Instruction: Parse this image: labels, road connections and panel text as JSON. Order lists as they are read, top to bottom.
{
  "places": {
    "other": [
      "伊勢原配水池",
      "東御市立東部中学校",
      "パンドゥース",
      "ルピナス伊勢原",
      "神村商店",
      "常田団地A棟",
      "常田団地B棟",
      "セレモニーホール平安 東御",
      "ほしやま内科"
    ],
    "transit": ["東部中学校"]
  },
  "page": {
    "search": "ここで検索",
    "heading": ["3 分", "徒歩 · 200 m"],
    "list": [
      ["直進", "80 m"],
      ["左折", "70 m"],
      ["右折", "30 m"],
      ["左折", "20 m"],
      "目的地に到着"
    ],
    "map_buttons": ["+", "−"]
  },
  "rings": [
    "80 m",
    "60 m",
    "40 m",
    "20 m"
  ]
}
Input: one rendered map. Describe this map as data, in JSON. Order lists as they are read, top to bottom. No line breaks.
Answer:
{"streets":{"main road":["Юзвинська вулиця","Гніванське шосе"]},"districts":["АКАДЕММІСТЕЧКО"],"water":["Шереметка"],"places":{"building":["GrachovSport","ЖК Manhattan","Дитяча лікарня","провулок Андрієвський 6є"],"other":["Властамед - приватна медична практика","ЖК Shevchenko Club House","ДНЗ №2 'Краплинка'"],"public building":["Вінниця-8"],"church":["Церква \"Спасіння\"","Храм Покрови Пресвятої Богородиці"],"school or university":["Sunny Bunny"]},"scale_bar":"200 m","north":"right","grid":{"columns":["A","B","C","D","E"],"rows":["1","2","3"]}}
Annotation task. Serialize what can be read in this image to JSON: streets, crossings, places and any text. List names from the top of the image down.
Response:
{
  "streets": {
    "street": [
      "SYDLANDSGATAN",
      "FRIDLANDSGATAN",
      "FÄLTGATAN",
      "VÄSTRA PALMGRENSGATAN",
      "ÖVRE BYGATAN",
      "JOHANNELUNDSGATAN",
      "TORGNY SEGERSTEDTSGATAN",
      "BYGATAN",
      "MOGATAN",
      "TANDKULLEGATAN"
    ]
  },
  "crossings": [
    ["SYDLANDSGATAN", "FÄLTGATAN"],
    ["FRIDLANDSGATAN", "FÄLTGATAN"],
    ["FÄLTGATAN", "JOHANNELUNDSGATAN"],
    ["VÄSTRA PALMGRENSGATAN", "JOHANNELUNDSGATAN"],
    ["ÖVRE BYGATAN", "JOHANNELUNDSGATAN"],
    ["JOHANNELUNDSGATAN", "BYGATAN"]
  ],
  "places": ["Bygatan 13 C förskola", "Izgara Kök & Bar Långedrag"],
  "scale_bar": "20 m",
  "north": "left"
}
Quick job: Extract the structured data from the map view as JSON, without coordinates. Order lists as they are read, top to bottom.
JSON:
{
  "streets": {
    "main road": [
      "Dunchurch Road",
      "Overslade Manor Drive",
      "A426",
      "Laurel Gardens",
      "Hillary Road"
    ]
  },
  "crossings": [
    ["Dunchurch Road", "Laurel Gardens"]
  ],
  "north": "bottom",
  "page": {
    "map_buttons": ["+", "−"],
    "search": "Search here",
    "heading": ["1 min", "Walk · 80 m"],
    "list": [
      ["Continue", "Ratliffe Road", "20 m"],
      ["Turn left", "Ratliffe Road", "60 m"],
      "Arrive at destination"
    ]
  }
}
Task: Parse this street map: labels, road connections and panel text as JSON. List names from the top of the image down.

### TASK STATEMENT
For the string "data", show each line of the entries above where it occurs.

### ANSWER TO THIS EXERCISE
Input: one rendered map. Describe this map as data, in JSON. Order lists as they are read, top to bottom. No line breaks.
Quick job: Extract the structured data from the map view as JSON, without coordinates. Order lists as they are read, top to bottom.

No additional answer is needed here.